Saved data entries
______________________________

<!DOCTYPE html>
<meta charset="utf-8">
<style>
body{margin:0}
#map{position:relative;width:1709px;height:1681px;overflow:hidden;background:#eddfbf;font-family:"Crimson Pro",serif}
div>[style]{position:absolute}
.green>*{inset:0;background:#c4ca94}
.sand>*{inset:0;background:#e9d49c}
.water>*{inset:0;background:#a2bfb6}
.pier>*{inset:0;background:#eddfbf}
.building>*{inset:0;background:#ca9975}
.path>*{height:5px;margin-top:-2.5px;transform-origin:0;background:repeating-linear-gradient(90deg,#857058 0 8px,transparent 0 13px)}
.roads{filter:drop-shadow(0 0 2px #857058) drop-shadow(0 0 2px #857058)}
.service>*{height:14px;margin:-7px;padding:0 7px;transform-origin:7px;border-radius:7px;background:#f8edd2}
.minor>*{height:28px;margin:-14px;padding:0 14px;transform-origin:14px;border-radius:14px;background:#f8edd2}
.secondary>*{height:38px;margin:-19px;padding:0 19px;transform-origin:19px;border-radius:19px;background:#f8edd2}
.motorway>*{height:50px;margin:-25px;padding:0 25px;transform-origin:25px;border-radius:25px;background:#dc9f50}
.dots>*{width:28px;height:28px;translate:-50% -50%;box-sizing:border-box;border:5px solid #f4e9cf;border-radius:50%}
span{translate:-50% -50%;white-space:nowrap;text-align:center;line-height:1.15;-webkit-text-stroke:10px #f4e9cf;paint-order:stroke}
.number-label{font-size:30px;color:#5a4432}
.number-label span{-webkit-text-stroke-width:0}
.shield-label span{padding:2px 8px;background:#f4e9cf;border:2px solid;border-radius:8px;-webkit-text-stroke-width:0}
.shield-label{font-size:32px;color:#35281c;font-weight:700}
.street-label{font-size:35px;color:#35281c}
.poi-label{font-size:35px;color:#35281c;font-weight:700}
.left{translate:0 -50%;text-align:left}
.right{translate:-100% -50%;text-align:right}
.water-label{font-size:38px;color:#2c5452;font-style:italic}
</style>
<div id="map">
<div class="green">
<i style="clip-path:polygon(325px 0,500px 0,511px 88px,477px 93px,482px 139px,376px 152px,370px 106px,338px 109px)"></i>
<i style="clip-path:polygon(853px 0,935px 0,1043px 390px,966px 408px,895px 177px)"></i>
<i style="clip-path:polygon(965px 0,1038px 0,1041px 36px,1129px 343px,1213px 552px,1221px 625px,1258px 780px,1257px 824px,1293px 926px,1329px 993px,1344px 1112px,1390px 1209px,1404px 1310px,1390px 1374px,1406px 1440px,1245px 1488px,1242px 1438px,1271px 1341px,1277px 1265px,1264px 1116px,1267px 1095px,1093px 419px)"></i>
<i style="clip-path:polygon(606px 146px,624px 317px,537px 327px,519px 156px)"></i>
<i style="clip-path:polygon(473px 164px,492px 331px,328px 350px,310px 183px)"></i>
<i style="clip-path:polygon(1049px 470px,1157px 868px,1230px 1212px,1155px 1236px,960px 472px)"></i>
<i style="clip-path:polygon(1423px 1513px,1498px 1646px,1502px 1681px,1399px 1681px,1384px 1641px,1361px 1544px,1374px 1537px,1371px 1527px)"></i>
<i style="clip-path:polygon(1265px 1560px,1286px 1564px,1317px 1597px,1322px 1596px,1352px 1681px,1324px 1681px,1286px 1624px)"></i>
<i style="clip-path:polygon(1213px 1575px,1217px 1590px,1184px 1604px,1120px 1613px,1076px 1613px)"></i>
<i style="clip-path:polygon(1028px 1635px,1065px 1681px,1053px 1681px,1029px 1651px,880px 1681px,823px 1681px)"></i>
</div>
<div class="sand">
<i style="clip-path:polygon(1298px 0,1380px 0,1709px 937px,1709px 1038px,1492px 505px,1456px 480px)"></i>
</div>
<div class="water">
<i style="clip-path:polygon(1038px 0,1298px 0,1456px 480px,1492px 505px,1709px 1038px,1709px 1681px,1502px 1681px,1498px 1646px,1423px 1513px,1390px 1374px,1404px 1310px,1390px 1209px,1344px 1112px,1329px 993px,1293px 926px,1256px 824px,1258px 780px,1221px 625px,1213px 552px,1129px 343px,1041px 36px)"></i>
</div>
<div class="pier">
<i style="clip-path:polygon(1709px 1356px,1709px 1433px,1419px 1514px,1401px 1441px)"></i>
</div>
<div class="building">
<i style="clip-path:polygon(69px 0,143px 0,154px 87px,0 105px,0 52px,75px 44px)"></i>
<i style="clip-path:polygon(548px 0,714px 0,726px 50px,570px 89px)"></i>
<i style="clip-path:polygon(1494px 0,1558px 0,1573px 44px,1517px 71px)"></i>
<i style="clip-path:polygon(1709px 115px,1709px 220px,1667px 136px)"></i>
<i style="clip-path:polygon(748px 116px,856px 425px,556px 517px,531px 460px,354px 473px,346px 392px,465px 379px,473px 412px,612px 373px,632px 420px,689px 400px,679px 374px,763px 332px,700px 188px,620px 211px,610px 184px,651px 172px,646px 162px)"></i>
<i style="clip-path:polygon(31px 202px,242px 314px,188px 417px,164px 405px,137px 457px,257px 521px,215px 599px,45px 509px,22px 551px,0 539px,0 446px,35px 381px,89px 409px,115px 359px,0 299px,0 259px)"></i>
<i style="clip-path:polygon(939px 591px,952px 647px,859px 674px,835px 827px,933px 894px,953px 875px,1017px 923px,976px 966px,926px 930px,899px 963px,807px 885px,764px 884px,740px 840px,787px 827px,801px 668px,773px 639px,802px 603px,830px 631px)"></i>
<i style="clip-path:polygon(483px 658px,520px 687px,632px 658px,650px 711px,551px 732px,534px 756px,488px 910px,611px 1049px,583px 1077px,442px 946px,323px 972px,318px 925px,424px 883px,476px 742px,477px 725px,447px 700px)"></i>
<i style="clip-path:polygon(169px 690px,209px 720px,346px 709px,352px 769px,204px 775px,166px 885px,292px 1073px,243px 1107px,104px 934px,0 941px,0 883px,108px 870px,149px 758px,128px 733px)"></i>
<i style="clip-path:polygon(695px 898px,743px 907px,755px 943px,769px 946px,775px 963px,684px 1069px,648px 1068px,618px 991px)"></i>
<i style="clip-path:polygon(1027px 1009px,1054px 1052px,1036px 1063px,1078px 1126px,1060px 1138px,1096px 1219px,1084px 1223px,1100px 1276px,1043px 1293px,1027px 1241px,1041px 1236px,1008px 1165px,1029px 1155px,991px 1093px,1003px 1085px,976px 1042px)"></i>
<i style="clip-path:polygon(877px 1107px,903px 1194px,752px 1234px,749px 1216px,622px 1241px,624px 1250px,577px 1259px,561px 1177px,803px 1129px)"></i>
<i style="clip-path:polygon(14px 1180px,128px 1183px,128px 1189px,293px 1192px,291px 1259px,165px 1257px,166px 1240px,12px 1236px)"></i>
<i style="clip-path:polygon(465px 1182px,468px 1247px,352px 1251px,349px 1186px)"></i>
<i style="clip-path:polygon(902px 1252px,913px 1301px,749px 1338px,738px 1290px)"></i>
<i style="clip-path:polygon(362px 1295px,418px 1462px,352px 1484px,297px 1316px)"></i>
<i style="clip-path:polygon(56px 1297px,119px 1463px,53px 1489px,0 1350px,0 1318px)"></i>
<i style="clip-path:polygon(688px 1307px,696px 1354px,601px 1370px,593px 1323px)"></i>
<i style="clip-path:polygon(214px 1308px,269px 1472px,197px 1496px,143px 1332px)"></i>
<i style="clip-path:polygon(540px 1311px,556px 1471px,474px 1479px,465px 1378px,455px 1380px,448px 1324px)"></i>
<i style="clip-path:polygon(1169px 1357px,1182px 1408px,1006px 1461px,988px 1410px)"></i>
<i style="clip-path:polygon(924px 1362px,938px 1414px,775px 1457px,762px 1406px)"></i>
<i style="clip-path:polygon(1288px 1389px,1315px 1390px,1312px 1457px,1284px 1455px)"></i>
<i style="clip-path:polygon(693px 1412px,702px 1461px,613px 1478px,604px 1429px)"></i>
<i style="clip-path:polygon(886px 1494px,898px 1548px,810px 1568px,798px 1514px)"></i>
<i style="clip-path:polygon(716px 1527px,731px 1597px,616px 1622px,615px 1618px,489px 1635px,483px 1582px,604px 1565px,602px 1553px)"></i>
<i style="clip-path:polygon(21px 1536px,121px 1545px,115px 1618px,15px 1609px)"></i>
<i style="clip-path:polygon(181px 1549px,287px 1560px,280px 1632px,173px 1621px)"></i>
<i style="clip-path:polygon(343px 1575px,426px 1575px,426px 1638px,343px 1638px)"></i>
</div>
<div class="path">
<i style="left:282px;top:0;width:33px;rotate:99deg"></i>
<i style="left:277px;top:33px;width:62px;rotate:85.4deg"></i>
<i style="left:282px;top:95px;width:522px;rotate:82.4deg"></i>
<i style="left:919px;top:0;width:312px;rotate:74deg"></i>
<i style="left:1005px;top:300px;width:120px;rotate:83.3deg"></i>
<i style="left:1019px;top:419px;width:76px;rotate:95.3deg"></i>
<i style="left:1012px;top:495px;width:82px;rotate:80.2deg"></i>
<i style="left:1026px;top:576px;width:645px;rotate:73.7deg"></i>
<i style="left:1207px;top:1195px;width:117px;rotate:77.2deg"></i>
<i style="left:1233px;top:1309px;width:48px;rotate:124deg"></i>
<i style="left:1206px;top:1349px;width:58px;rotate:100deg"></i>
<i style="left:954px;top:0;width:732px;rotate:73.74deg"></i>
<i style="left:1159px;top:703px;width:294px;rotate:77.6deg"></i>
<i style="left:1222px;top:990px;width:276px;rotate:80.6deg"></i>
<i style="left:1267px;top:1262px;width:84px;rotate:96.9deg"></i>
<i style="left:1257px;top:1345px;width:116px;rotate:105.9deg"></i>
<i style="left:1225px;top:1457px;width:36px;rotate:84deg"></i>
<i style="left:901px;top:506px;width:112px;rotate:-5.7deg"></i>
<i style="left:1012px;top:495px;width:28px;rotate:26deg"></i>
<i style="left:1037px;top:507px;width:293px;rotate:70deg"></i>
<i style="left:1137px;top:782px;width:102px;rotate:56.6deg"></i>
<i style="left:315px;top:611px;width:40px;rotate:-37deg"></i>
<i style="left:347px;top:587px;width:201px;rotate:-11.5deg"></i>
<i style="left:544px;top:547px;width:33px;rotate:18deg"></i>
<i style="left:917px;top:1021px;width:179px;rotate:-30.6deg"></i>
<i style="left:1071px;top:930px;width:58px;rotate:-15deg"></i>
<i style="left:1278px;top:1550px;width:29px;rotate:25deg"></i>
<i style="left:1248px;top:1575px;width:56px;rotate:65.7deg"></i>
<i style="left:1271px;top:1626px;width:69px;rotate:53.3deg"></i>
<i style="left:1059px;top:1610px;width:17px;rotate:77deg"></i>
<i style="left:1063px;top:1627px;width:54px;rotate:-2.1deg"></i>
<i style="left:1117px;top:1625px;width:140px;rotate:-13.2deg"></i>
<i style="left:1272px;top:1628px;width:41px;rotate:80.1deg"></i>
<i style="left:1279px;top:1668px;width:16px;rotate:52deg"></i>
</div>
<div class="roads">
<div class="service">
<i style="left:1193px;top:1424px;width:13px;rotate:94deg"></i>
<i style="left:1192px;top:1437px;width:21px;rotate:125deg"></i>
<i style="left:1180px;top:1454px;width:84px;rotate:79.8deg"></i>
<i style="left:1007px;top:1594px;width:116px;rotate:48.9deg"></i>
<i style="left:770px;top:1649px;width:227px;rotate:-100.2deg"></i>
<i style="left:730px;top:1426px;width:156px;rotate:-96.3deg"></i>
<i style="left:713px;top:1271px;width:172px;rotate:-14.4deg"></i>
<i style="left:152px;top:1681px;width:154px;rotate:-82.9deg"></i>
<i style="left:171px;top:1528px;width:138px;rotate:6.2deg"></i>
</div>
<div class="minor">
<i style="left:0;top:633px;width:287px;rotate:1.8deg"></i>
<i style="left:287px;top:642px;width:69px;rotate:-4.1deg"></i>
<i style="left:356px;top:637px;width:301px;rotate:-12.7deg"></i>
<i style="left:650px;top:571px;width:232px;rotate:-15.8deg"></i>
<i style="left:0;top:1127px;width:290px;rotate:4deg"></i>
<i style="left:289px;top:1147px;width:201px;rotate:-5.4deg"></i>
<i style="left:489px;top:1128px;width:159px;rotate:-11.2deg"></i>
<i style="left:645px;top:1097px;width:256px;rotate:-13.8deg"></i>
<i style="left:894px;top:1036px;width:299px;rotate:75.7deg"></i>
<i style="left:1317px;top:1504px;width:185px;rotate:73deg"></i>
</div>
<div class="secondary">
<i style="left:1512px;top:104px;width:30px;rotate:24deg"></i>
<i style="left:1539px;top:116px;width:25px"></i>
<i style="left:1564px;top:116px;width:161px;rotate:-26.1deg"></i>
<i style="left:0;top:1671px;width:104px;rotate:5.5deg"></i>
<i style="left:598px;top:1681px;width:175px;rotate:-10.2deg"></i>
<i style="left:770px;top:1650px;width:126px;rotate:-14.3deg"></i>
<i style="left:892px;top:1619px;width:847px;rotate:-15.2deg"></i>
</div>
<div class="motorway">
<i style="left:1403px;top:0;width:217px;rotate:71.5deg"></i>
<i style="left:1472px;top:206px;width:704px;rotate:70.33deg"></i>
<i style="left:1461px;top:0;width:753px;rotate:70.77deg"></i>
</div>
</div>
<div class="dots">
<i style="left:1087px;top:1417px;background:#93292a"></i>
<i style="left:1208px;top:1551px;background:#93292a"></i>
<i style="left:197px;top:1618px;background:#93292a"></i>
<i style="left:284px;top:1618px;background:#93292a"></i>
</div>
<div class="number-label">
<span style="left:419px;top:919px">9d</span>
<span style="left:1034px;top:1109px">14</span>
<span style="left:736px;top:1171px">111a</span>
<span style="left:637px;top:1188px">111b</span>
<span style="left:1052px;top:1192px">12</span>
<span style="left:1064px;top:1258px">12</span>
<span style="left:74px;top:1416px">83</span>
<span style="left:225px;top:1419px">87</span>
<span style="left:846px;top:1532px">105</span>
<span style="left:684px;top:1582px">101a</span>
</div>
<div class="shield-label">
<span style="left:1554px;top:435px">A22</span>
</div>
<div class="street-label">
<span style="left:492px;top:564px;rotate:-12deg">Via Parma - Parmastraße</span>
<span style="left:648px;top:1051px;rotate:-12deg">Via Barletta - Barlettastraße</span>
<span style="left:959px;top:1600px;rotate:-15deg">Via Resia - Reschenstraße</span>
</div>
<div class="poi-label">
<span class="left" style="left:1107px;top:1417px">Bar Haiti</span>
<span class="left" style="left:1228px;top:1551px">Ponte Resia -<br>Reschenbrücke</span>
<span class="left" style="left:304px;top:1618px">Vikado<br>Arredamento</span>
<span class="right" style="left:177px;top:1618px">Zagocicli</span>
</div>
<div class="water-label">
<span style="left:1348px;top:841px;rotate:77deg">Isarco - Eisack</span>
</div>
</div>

______________________________

• [Exercise aim] Find the word "service" in the entries above. Copy every line that has it.

• [Answer]
.service>*{height:14px;margin:-7px;padding:0 7px;transform-origin:7px;border-radius:7px;background:#f8edd2}
<div class="service">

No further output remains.